A gaji bag (茄芷袋 (jiājhǐ dài)) is a large, typically unfastened bag with parallel handles that emerge from the sides of its pouch. They are often used as reusable shopping bags. Gaji bags originated from the rural village of Jingliao in the Houbi District of Tainan, Taiwan during the Japanese colonial period.

==History==
Initially woven by rice farmers seeking extra income, these bags were crafted from Cyperus malaccensis, a plant abundant in nearby marshes. Though grass weaving techniques are found around the world, Taiwan's rushwork is quite unique. It makes use of Schoenoplectus triqueter grown in the area north of the Da'an and south of the Yuanli rivers. It is called "mat grass" in Taiwanese, 草蓆 (cǎoxí) in Mandarin, and triangular club-rush in English (though botanically it is neither a rush nor a grass, but a sedge).

Taiwanese club-rush's toughness, resistance to sun damage, breathability, unique scent, and beautiful coloration (with varying shades of green, yellow and brown after exposure to the sun), as well as the exquisite techniques of weavers here, made the island's rushwork products widely treasured. The colonial Japanese government established an industrial association to manage the export of rush hats.

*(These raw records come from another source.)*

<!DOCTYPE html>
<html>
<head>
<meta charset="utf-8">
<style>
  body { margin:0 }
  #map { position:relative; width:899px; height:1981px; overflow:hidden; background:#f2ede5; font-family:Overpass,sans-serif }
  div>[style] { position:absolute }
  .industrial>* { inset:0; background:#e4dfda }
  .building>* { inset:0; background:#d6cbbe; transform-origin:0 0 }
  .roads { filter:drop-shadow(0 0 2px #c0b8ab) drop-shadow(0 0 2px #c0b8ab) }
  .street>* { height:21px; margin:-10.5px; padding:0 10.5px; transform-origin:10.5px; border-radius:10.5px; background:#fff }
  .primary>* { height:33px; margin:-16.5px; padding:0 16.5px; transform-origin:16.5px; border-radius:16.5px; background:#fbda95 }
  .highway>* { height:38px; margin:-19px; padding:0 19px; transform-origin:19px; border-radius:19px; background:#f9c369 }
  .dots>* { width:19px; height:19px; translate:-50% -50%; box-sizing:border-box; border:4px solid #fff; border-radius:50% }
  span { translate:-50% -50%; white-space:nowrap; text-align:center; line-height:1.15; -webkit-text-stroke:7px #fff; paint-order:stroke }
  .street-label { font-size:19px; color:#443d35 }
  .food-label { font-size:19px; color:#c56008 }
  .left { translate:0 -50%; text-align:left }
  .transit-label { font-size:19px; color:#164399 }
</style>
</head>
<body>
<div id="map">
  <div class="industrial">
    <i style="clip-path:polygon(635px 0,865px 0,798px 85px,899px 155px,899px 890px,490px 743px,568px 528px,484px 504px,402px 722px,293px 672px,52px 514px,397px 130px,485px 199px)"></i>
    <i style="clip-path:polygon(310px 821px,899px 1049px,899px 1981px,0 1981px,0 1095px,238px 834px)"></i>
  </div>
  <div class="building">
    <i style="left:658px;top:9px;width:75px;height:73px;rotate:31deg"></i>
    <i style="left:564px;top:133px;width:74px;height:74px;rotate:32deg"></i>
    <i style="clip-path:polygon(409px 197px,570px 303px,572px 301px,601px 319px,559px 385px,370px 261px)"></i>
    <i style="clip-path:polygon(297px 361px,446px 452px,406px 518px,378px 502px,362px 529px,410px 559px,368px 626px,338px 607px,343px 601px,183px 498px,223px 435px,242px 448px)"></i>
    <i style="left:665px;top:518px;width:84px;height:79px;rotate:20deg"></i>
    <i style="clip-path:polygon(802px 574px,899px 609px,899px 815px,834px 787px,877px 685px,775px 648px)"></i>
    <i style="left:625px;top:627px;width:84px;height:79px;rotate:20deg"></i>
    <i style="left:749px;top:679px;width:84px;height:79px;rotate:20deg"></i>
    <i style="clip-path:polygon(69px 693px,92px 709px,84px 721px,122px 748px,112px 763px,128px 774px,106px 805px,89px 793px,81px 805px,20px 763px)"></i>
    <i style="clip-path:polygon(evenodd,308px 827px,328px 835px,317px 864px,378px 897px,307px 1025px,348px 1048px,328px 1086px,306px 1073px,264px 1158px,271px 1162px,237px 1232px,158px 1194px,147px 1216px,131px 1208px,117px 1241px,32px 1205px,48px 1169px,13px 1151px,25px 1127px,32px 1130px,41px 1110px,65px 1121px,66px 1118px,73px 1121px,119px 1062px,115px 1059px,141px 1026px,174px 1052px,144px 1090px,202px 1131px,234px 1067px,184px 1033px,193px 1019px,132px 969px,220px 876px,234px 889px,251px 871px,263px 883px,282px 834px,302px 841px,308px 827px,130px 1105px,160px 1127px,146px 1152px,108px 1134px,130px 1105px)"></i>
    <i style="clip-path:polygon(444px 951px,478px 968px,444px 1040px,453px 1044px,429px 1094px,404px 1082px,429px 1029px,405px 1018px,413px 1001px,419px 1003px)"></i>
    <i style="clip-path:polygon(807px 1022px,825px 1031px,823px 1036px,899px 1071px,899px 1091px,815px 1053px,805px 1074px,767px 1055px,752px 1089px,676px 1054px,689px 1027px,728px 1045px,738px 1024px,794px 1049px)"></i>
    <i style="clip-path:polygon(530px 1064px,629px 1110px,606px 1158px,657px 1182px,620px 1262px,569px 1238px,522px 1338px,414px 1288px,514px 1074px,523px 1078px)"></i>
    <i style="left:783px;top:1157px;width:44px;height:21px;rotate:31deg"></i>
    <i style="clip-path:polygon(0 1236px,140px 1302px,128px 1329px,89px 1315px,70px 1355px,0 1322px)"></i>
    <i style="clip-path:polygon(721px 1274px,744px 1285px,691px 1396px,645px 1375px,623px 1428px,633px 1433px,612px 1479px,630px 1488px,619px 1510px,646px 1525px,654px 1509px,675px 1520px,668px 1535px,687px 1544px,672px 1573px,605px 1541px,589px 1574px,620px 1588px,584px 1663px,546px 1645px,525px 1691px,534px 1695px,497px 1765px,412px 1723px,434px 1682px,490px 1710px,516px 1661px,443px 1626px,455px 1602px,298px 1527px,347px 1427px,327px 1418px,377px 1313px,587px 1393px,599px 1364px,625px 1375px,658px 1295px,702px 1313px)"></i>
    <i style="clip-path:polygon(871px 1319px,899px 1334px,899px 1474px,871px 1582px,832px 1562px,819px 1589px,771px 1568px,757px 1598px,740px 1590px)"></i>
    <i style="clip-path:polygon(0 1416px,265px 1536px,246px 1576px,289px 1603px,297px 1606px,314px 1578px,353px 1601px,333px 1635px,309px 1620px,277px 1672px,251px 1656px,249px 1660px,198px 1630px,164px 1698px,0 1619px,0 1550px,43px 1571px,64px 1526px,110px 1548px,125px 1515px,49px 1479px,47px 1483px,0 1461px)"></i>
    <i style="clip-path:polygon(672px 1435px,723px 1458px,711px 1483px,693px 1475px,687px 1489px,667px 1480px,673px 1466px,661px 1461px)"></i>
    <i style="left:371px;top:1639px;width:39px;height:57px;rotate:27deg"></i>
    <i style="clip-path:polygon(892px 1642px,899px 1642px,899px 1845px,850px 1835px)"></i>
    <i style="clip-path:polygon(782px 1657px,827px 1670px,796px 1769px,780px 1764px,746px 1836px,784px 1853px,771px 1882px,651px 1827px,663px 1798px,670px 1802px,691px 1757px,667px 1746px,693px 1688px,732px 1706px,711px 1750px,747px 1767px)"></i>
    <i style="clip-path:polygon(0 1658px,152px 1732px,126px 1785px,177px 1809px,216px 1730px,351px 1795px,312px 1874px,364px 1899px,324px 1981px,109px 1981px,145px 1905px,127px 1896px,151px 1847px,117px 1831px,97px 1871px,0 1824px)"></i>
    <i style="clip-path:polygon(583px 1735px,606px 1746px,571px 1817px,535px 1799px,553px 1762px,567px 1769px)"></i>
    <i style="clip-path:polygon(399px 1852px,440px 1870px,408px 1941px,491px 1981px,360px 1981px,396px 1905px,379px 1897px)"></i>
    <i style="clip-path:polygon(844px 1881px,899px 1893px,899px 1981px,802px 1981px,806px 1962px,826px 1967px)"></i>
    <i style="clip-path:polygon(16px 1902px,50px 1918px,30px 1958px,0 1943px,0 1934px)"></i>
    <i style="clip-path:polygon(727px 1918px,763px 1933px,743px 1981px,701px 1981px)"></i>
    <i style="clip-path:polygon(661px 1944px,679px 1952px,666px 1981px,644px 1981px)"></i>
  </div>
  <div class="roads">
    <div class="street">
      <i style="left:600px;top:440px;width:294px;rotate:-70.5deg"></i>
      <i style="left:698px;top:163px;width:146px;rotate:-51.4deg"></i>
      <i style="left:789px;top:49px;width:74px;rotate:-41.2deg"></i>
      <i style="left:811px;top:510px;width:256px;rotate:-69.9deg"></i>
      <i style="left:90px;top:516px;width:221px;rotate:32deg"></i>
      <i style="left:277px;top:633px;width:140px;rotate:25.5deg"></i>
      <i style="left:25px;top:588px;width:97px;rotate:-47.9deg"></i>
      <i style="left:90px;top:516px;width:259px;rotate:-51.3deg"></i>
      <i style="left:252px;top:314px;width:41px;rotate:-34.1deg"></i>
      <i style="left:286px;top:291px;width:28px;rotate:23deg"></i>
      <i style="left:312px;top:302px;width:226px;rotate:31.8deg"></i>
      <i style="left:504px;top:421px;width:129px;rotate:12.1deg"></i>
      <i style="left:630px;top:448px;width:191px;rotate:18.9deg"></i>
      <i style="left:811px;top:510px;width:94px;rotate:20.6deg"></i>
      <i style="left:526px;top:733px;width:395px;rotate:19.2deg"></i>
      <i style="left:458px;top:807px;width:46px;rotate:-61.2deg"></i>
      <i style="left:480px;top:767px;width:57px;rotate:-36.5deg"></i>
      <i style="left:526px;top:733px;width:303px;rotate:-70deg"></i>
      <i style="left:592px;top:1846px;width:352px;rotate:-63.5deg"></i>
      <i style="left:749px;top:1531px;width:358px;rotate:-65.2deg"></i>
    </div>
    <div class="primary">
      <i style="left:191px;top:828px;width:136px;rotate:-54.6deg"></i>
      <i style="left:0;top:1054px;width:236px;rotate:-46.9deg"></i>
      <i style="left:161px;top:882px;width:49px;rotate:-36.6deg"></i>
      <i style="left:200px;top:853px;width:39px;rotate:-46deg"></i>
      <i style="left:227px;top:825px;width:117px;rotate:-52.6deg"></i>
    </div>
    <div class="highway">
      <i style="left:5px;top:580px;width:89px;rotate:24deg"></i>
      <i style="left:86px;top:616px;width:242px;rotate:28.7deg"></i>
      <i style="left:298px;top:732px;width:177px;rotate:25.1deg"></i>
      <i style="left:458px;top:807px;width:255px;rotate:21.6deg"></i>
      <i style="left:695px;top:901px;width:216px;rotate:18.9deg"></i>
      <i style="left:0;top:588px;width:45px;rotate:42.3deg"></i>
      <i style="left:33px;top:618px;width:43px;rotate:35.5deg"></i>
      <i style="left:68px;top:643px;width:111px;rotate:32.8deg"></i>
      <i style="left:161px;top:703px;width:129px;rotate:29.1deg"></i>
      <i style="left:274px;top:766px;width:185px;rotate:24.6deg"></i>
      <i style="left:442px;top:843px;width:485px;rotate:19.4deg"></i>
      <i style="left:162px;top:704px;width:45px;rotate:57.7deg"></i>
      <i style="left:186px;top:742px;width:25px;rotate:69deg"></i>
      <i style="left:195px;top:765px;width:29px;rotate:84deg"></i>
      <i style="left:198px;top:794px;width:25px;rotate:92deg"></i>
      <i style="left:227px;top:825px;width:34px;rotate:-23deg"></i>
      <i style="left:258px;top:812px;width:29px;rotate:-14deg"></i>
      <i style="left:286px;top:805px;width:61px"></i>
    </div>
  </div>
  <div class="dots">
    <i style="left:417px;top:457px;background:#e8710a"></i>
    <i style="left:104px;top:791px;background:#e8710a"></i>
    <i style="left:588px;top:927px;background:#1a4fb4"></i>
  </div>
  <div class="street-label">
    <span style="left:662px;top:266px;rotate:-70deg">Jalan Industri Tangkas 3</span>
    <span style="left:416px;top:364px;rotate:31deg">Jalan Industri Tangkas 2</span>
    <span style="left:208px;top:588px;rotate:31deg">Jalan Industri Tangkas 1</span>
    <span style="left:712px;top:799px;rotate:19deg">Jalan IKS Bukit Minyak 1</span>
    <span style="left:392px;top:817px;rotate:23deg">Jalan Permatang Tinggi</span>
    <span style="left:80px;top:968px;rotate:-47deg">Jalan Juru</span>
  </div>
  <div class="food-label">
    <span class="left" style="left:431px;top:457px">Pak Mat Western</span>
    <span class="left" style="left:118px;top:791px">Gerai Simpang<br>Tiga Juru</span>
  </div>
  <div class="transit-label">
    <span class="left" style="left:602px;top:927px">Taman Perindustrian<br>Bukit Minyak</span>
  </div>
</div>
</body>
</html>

During Taiwan's industrialisation in the 1960s, gaji bags transitioned from plant to machine-sewn nylon mesh, offering higher durability and affordability. Thus, gaji bags became popular Taiwanese household items due to their practicality, used by mothers for grocery shopping and farmers for harvests. However, they faced a decline in the 1980s among younger consumers seeking more fashionable alternatives.

==Resurgence==
The resurgence of gaji bags began in the early-mid 2000s, after the documentary film Let It Be released in 2004 highlighted the resilience of Jingliao farmers, while a famous singer adopting the gaji bag as a logo further boosted its popularity.

Today, gaji bags have evolved beyond traditional handbags, with designers incorporating the nylon mesh into various products. Available in a range of colours and styles, they appeal to both older generations, valuing heritage, and younger generations appreciating retro-chic aesthetics as well as foreign travellers to Taiwan. Locals also often jokingly call them the ‘Taiwan LV’ bag (like Louis Vuitton but much cheaper).